━━━ SOURCE MATERIAL

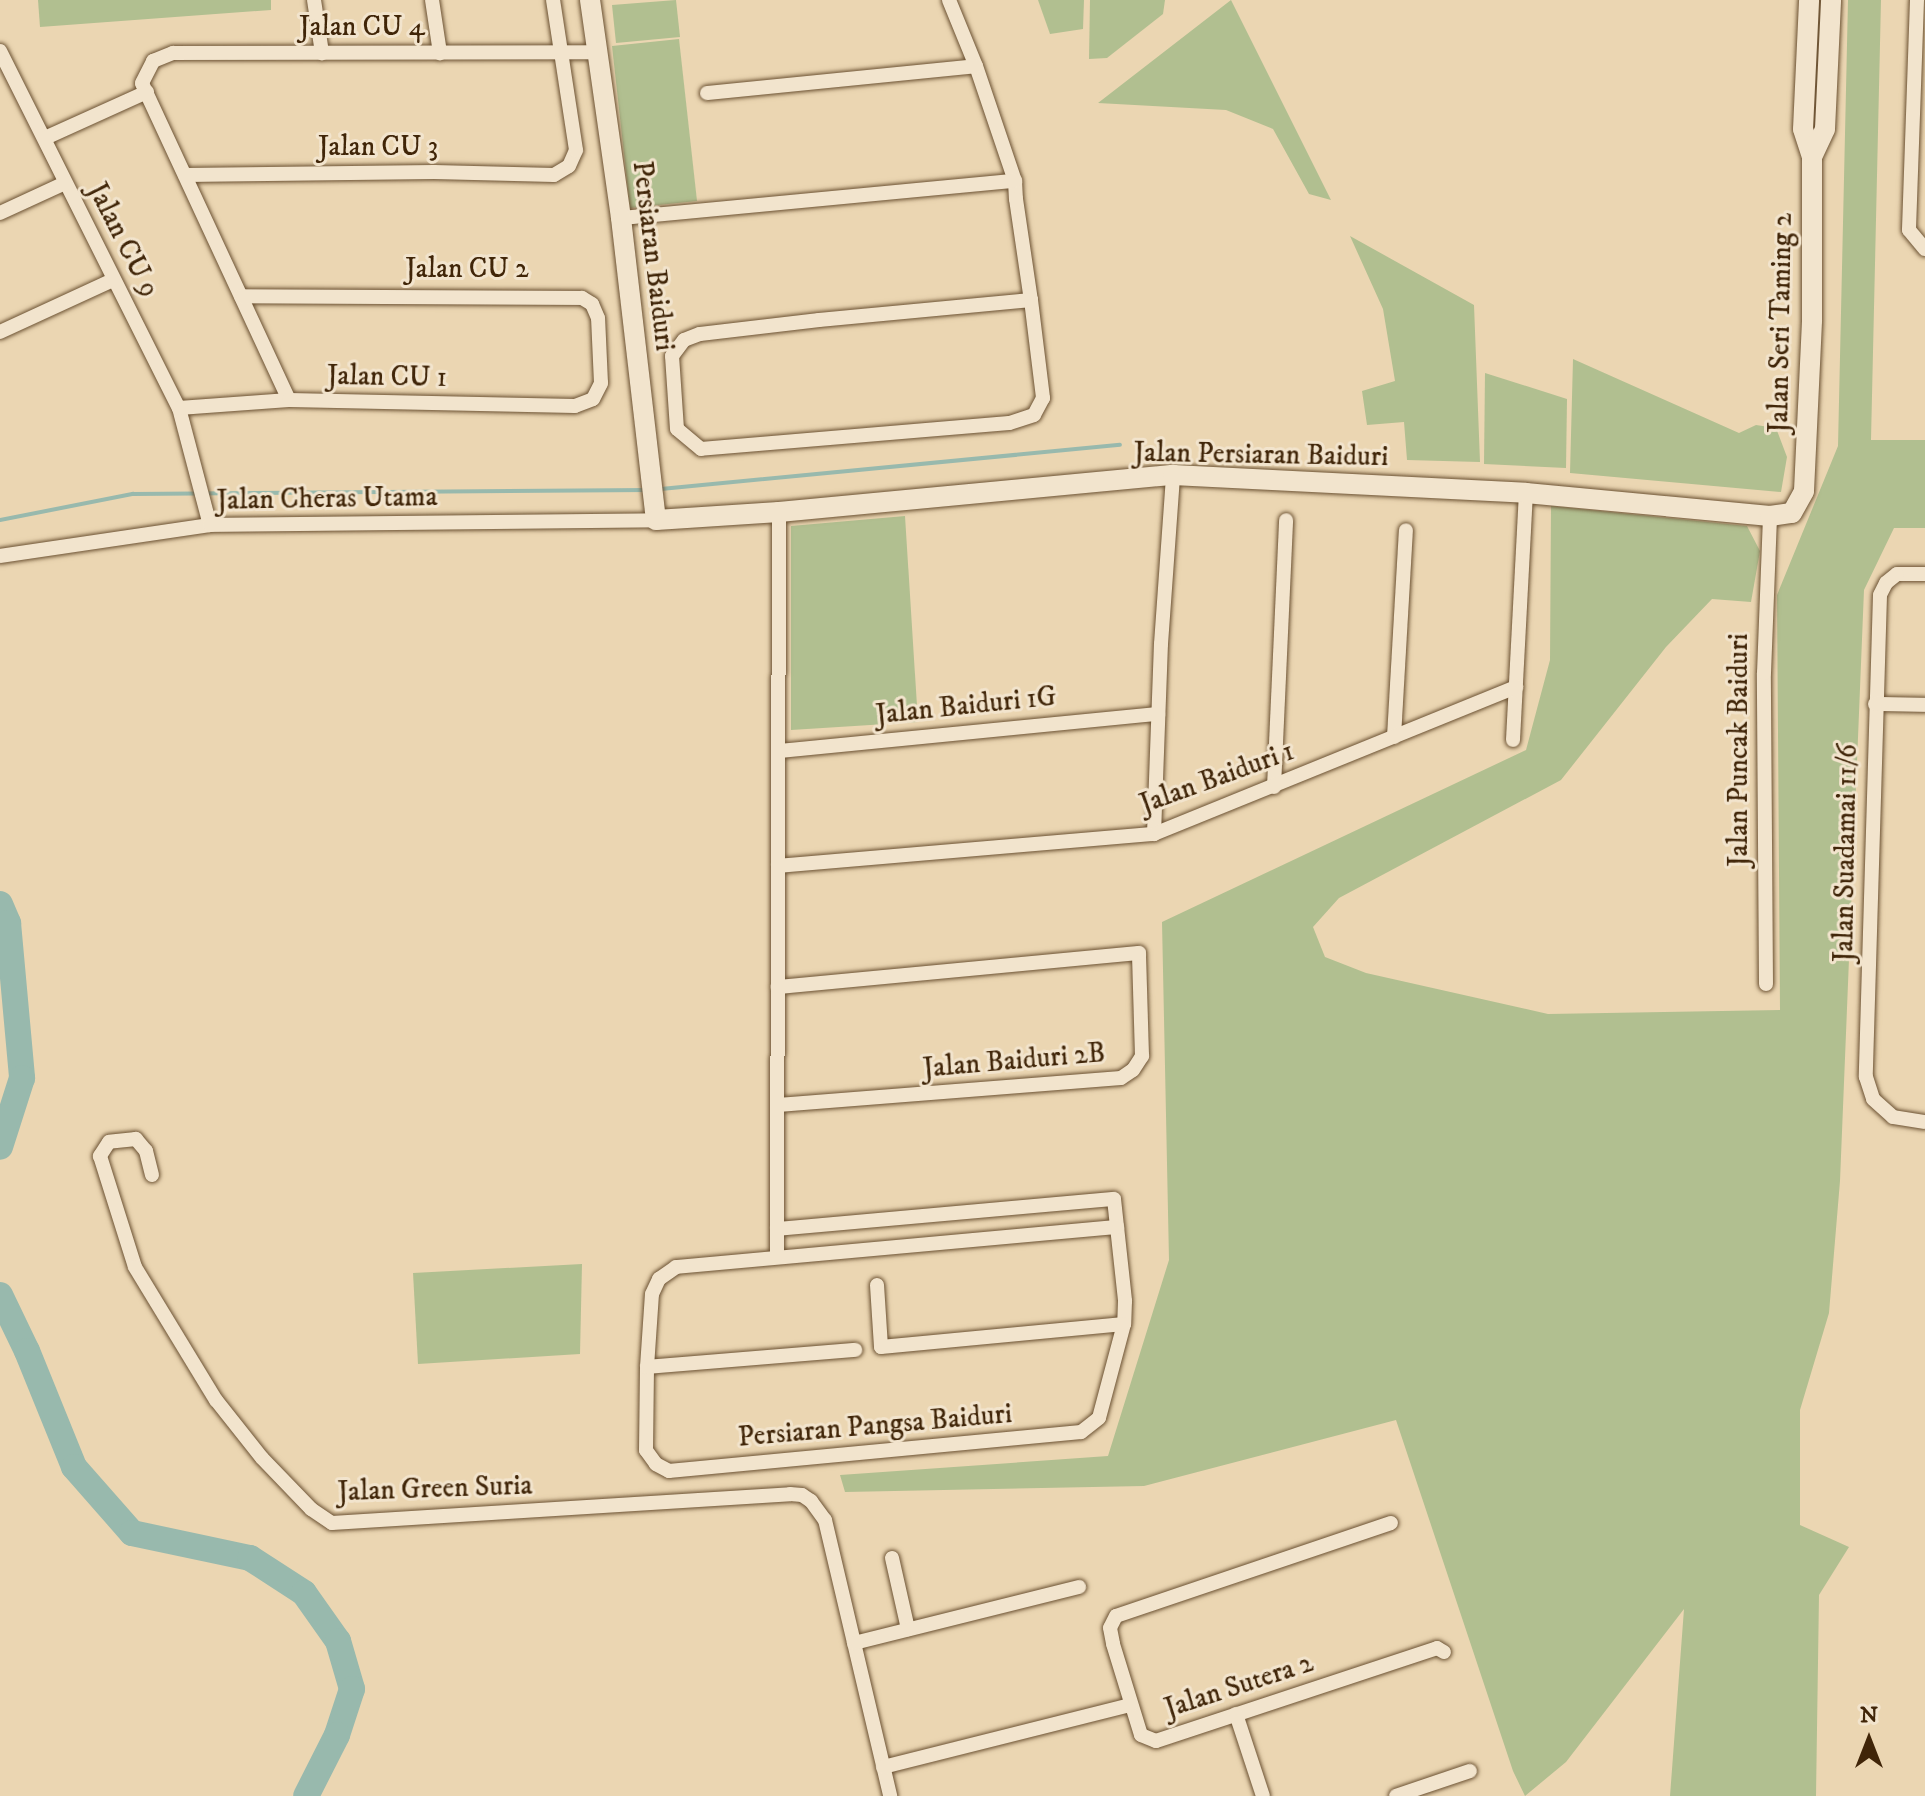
<!DOCTYPE html>
<html>
<head>
<meta charset="utf-8">
<style>
  body { margin:0 }
  #map { position:relative; width:1925px; height:1796px; overflow:hidden; background:#ebd6b2; font-family:"IM FELL DW Pica",serif }
  div>[style] { position:absolute }
  .green>* { inset:0; background:#b1bf90 }
  .stream>* { height:4px; margin:-2px; padding:0 2px; transform-origin:2px; border-radius:2px; background:#98b9ad }
  .river>* { height:26px; margin:-13px; padding:0 13px; transform-origin:13px; border-radius:13px; background:#98b9ad }
  .roads { filter:drop-shadow(0 0 2px #6b5132) drop-shadow(0 0 2px #6b5132) }
  .street>* { height:14px; margin:-7px; padding:0 7px; transform-origin:7px; border-radius:7px; background:#f2e4cd }
  .secondary>* { height:20px; margin:-10px; padding:0 10px; transform-origin:10px; border-radius:10px; background:#f2e4cd }
  span { translate:-50% -50%; white-space:nowrap; text-align:center; line-height:1.15; -webkit-text-stroke:6px #f2e4cd; paint-order:stroke }
  .street-label { font-size:28px; color:#402508 }
  .north { position:absolute; left:1829px; top:1700px; width:80px; height:80px; -webkit-text-stroke:6px #f2e4cd; paint-order:stroke; rotate:0deg; font-size:22px; font-weight:700; line-height:32px; text-align:center; color:#402508 }
  .north::after { content:''; display:block; margin:auto; width:28px; height:36px; background:#402508; clip-path:polygon(50% 0,100% 100%,50% 72%,0 100%) }
</style>
</head>
<body>
<div id="map">
  <div class="green">
    <i style="clip-path:polygon(38px 0,271px 0,271px 10px,40px 27px)"></i>
    <i style="clip-path:polygon(676px 0,680px 37px,616px 43px,612px 5px)"></i>
    <i style="clip-path:polygon(1038px 0,1084px 0,1083px 29px,1050px 34px)"></i>
    <i style="clip-path:polygon(1090px 0,1165px 0,1163px 14px,1107px 58px,1089px 59px)"></i>
    <i style="clip-path:polygon(1231px 0,1331px 200px,1309px 194px,1273px 129px,1226px 110px,1098px 103px)"></i>
    <i style="clip-path:polygon(1848px 0,1881px 0,1871px 440px,1925px 440px,1925px 528px,1894px 528px,1864px 590px,1840px 1181px,1829px 1313px,1800px 1410px,1800px 1525px,1849px 1547px,1819px 1595px,1816px 1796px,1670px 1796px,1684px 1609px,1566px 1762px,1525px 1796px,1513px 1771px,1396px 1420px,1144px 1486px,845px 1492px,840px 1475px,1108px 1456px,1169px 1260px,1162px 922px,1526px 750px,1550px 660px,1551px 506px,1747px 526px,1760px 551px,1751px 602px,1712px 599px,1666px 647px,1561px 780px,1339px 898px,1313px 927px,1325px 957px,1366px 973px,1548px 1014px,1780px 1010px,1777px 595px,1838px 446px)"></i>
    <i style="clip-path:polygon(679px 39px,697px 201px,630px 208px,612px 46px)"></i>
    <i style="clip-path:polygon(1350px 236px,1474px 305px,1480px 462px,1407px 460px,1404px 422px,1367px 425px,1362px 391px,1395px 381px,1383px 309px)"></i>
    <i style="clip-path:polygon(1573px 359px,1739px 433px,1756px 425px,1776px 428px,1787px 457px,1781px 492px,1570px 473px)"></i>
    <i style="clip-path:polygon(1485px 373px,1567px 399px,1566px 468px,1484px 464px)"></i>
    <i style="clip-path:polygon(905px 516px,918px 722px,791px 730px,791px 526px)"></i>
    <i style="clip-path:polygon(582px 1264px,580px 1354px,418px 1364px,413px 1273px)"></i>
  </div>
  <div class="stream">
    <i style="left:661px;top:489px;width:461px;rotate:-5.5deg"></i>
    <i style="left:0;top:520px;width:136px;rotate:-11.1deg"></i>
    <i style="left:133px;top:494px;width:515px;rotate:-0.45deg"></i>
  </div>
  <div class="river">
    <i style="left:0;top:904px;width:21px;rotate:67deg"></i>
    <i style="left:8px;top:923px;width:156px;rotate:84.8deg"></i>
    <i style="left:22px;top:1078px;width:72px;rotate:107.7deg"></i>
    <i style="left:0;top:1295px;width:62px;rotate:64.3deg"></i>
    <i style="left:27px;top:1351px;width:125px;rotate:67.9deg"></i>
    <i style="left:74px;top:1467px;width:88px;rotate:48.7deg"></i>
    <i style="left:132px;top:1533px;width:121px;rotate:12deg"></i>
    <i style="left:250px;top:1558px;width:64px;rotate:32.9deg"></i>
    <i style="left:304px;top:1593px;width:59px;rotate:54.7deg"></i>
    <i style="left:338px;top:1641px;width:50px;rotate:73.7deg"></i>
    <i style="left:352px;top:1689px;width:48px;rotate:108.1deg"></i>
    <i style="left:337px;top:1735px;width:68px;rotate:116.9deg"></i>
  </div>
  <div class="roads">
    <div class="street">
      <i style="left:314px;top:0;width:54px;rotate:81.4deg"></i>
      <i style="left:432px;top:0;width:54px;rotate:81.4deg"></i>
      <i style="left:949px;top:0;width:71px;rotate:67.8deg"></i>
      <i style="left:976px;top:66px;width:121px;rotate:71.3deg"></i>
      <i style="left:1015px;top:181px;width:18px;rotate:87deg"></i>
      <i style="left:1016px;top:199px;width:102px;rotate:81.6deg"></i>
      <i style="left:1031px;top:300px;width:99px;rotate:83deg"></i>
      <i style="left:1043px;top:398px;width:19px;rotate:118deg"></i>
      <i style="left:1034px;top:415px;width:26px;rotate:162deg"></i>
      <i style="left:1009px;top:423px;width:309px;rotate:175.2deg"></i>
      <i style="left:701px;top:449px;width:31px;rotate:-140deg"></i>
      <i style="left:677px;top:429px;width:73px;rotate:-93.9deg"></i>
      <i style="left:672px;top:356px;width:20px;rotate:-53deg"></i>
      <i style="left:684px;top:340px;width:17px;rotate:-21deg"></i>
      <i style="left:700px;top:334px;width:120px;rotate:-6.7deg"></i>
      <i style="left:819px;top:320px;width:213px;rotate:-5.4deg"></i>
      <i style="left:1917px;top:0;width:230px;rotate:92deg"></i>
      <i style="left:1909px;top:230px;width:25px;rotate:50deg"></i>
      <i style="left:0;top:51px;width:399px;rotate:63.4deg"></i>
      <i style="left:179px;top:408px;width:121px;rotate:75.2deg"></i>
      <i style="left:707px;top:93px;width:270px;rotate:-5.7deg"></i>
      <i style="left:45px;top:138px;width:112px;rotate:-24.3deg"></i>
      <i style="left:185px;top:175px;width:249px;rotate:-0.7deg"></i>
      <i style="left:434px;top:172px;width:120px;rotate:1.4deg"></i>
      <i style="left:554px;top:175px;width:17px;rotate:-31deg"></i>
      <i style="left:569px;top:166px;width:17px;rotate:-66deg"></i>
      <i style="left:576px;top:150px;width:152px;rotate:-98.7deg"></i>
      <i style="left:0;top:213px;width:72px;rotate:-24.8deg"></i>
      <i style="left:621px;top:218px;width:396px;rotate:-5.4deg"></i>
      <i style="left:0;top:332px;width:124px;rotate:-24.7deg"></i>
      <i style="left:289px;top:400px;width:349px;rotate:-114.9deg"></i>
      <i style="left:142px;top:83px;width:25px;rotate:-63deg"></i>
      <i style="left:153px;top:61px;width:22px;rotate:-22deg"></i>
      <i style="left:173px;top:53px;width:424px;rotate:-0.1deg"></i>
      <i style="left:179px;top:408px;width:110px;rotate:-4.2deg"></i>
      <i style="left:289px;top:400px;width:286px;rotate:1.2deg"></i>
      <i style="left:575px;top:406px;width:19px;rotate:-21deg"></i>
      <i style="left:593px;top:399px;width:18px;rotate:-63deg"></i>
      <i style="left:601px;top:383px;width:65px;rotate:-92.6deg"></i>
      <i style="left:598px;top:318px;width:15px;rotate:-113deg"></i>
      <i style="left:592px;top:304px;width:12px;rotate:-149deg"></i>
      <i style="left:582px;top:298px;width:341px;rotate:-179.7deg"></i>
      <i style="left:0;top:556px;width:212px;rotate:-8.4deg"></i>
      <i style="left:210px;top:525px;width:446px;rotate:-0.6deg"></i>
      <i style="left:1925px;top:574px;width:28px;rotate:180deg"></i>
      <i style="left:1897px;top:574px;width:14px;rotate:141deg"></i>
      <i style="left:1886px;top:583px;width:13px;rotate:117deg"></i>
      <i style="left:1880px;top:595px;width:482px;rotate:91.7deg"></i>
      <i style="left:1866px;top:1077px;width:23px;rotate:72deg"></i>
      <i style="left:1873px;top:1099px;width:27px;rotate:42deg"></i>
      <i style="left:1893px;top:1117px;width:32px;rotate:9deg"></i>
      <i style="left:1875px;top:704px;width:50px;rotate:1.1deg"></i>
      <i style="left:1394px;top:737px;width:207px;rotate:-86.7deg"></i>
      <i style="left:1513px;top:740px;width:247px;rotate:-87deg"></i>
      <i style="left:779px;top:751px;width:381px;rotate:-5.6deg"></i>
      <i style="left:1274px;top:787px;width:267px;rotate:-87.4deg"></i>
      <i style="left:1154px;top:834px;width:190px;rotate:-87.9deg"></i>
      <i style="left:1161px;top:644px;width:169px;rotate:-85.9deg"></i>
      <i style="left:778px;top:866px;width:377px;rotate:-4.9deg"></i>
      <i style="left:1154px;top:834px;width:391px;rotate:-22.1deg"></i>
      <i style="left:1766px;top:984px;width:311px;rotate:-90.4deg"></i>
      <i style="left:1764px;top:673px;width:157px;rotate:-87.8deg"></i>
      <i style="left:778px;top:1105px;width:344px;rotate:-4.5deg"></i>
      <i style="left:1121px;top:1078px;width:14px;rotate:-34deg"></i>
      <i style="left:1133px;top:1070px;width:17px;rotate:-57deg"></i>
      <i style="left:1142px;top:1056px;width:103px;rotate:-91.7deg"></i>
      <i style="left:1139px;top:953px;width:363px;rotate:174.6deg"></i>
      <i style="left:152px;top:1175px;width:25px;rotate:-104deg"></i>
      <i style="left:146px;top:1151px;width:16px;rotate:-130deg"></i>
      <i style="left:136px;top:1139px;width:27px;rotate:174deg"></i>
      <i style="left:109px;top:1142px;width:17px;rotate:123deg"></i>
      <i style="left:100px;top:1156px;width:116px;rotate:72.5deg"></i>
      <i style="left:135px;top:1267px;width:156px;rotate:58.7deg"></i>
      <i style="left:216px;top:1400px;width:74px;rotate:51.6deg"></i>
      <i style="left:262px;top:1458px;width:71px;rotate:46.1deg"></i>
      <i style="left:311px;top:1509px;width:25px;rotate:34deg"></i>
      <i style="left:332px;top:1523px;width:459px;rotate:-3.6deg"></i>
      <i style="left:790px;top:1494px;width:12px;rotate:5deg"></i>
      <i style="left:802px;top:1495px;width:11px;rotate:34deg"></i>
      <i style="left:811px;top:1501px;width:24px;rotate:54deg"></i>
      <i style="left:825px;top:1520px;width:284px;rotate:76.7deg"></i>
      <i style="left:777px;top:1229px;width:338px;rotate:-5.1deg"></i>
      <i style="left:1114px;top:1199px;width:103px;rotate:83.8deg"></i>
      <i style="left:1125px;top:1301px;width:23px;rotate:92deg"></i>
      <i style="left:1124px;top:1324px;width:97px;rotate:104.9deg"></i>
      <i style="left:1099px;top:1418px;width:23px;rotate:142deg"></i>
      <i style="left:1081px;top:1432px;width:414px;rotate:174.6deg"></i>
      <i style="left:669px;top:1471px;width:15px;rotate:-152deg"></i>
      <i style="left:656px;top:1464px;width:17px;rotate:-126deg"></i>
      <i style="left:646px;top:1450px;width:83px;rotate:-89.3deg"></i>
      <i style="left:647px;top:1367px;width:73px;rotate:-86.1deg"></i>
      <i style="left:652px;top:1294px;width:17px;rotate:-65deg"></i>
      <i style="left:659px;top:1279px;width:21px;rotate:-35deg"></i>
      <i style="left:676px;top:1267px;width:443px;rotate:-5.2deg"></i>
      <i style="left:777px;top:1256px;width:744px;rotate:-89.85deg"></i>
      <i style="left:877px;top:1285px;width:62px;rotate:86.3deg"></i>
      <i style="left:881px;top:1347px;width:244px;rotate:-5.4deg"></i>
      <i style="left:647px;top:1367px;width:209px;rotate:-4.7deg"></i>
      <i style="left:1391px;top:1523px;width:290px;rotate:161.3deg"></i>
      <i style="left:1116px;top:1616px;width:13px;rotate:117deg"></i>
      <i style="left:1110px;top:1628px;width:16px;rotate:79deg"></i>
      <i style="left:1113px;top:1644px;width:95px;rotate:72.9deg"></i>
      <i style="left:1141px;top:1735px;width:16px;rotate:22deg"></i>
      <i style="left:1156px;top:1741px;width:296px;rotate:-18.3deg"></i>
      <i style="left:1437px;top:1648px;width:8px;rotate:30deg"></i>
      <i style="left:892px;top:1558px;width:73px;rotate:77.3deg"></i>
      <i style="left:854px;top:1643px;width:232px;rotate:-14deg"></i>
      <i style="left:1236px;top:1714px;width:86px;rotate:71.8deg"></i>
      <i style="left:883px;top:1767px;width:255px;rotate:-14.1deg"></i>
      <i style="left:1396px;top:1796px;width:78px;rotate:-18.7deg"></i>
    </div>
    <div class="secondary">
      <i style="left:590px;top:0;width:220px;rotate:81.9deg"></i>
      <i style="left:621px;top:218px;width:304px;rotate:83.4deg"></i>
      <i style="left:656px;top:520px;width:123px;rotate:-3.7deg"></i>
      <i style="left:779px;top:512px;width:396px;rotate:-5.4deg"></i>
      <i style="left:1173px;top:475px;width:353px;rotate:2.9deg"></i>
      <i style="left:1526px;top:493px;width:245px;rotate:5.4deg"></i>
      <i style="left:1770px;top:516px;width:22px;rotate:-8deg"></i>
      <i style="left:1792px;top:513px;width:25px;rotate:-61deg"></i>
      <i style="left:1804px;top:491px;width:171px;rotate:-87.3deg"></i>
      <i style="left:1812px;top:320px;width:163px;rotate:-90deg"></i>
      <i style="left:1812px;top:157px;width:29px;rotate:-108deg"></i>
      <i style="left:1803px;top:129px;width:129px;rotate:-87.3deg"></i>
      <i style="left:1812px;top:157px;width:31px;rotate:-65deg"></i>
      <i style="left:1825px;top:129px;width:129px;rotate:-87.3deg"></i>
    </div>
  </div>
  <div class="street-label">
    <span style="left:362px;top:27px">Jalan CU 4</span>
    <span style="left:378px;top:147px">Jalan CU 3</span>
    <span style="left:123px;top:240px;rotate:63deg">Jalan CU 9</span>
    <span style="left:653px;top:256px;rotate:83deg">Persiaran Baiduri</span>
    <span style="left:467px;top:269px">Jalan CU 2</span>
    <span style="left:1781px;top:323px;rotate:-89deg">Jalan Seri Taming 2</span>
    <span style="left:387px;top:377px;rotate:1deg">Jalan CU 1</span>
    <span style="left:1261px;top:455px;rotate:1deg">Jalan Persiaran Baiduri</span>
    <span style="left:327px;top:499px;rotate:-1deg">Jalan Cheras Utama</span>
    <span style="left:966px;top:706px;rotate:-6deg">Jalan Baiduri 1G</span>
    <span style="left:1739px;top:750px;rotate:-90deg">Jalan Puncak Baiduri</span>
    <span style="left:1217px;top:778px;rotate:-20deg">Jalan Baiduri 1</span>
    <span style="left:1846px;top:853px;rotate:-89deg">Jalan Suadamai 11/6</span>
    <span style="left:1014px;top:1061px;rotate:-5deg">Jalan Baiduri 2B</span>
    <span style="left:875px;top:1426px;rotate:-5deg">Persiaran Pangsa Baiduri</span>
    <span style="left:435px;top:1489px;rotate:-2deg">Jalan Green Suria</span>
    <span style="left:1239px;top:1686px;rotate:-18deg">Jalan Sutera 2</span>
  </div>
  <div class="north">N</div>
</div>
</body>
</html>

━━━━━━

## WHAT YOU SHOULD DO
When the string "absolute" occurs in a line of the material, that line belongs in the answer.

## THE COMPLETED TASK
  div>[style] { position:absolute }
  .north { position:absolute; left:1829px; top:1700px; width:80px; height:80px; -webkit-text-stroke:6px #f2e4cd; paint-order:stroke; rotate:0deg; font-size:22px; font-weight:700; line-height:32px; text-align:center; color:#402508 }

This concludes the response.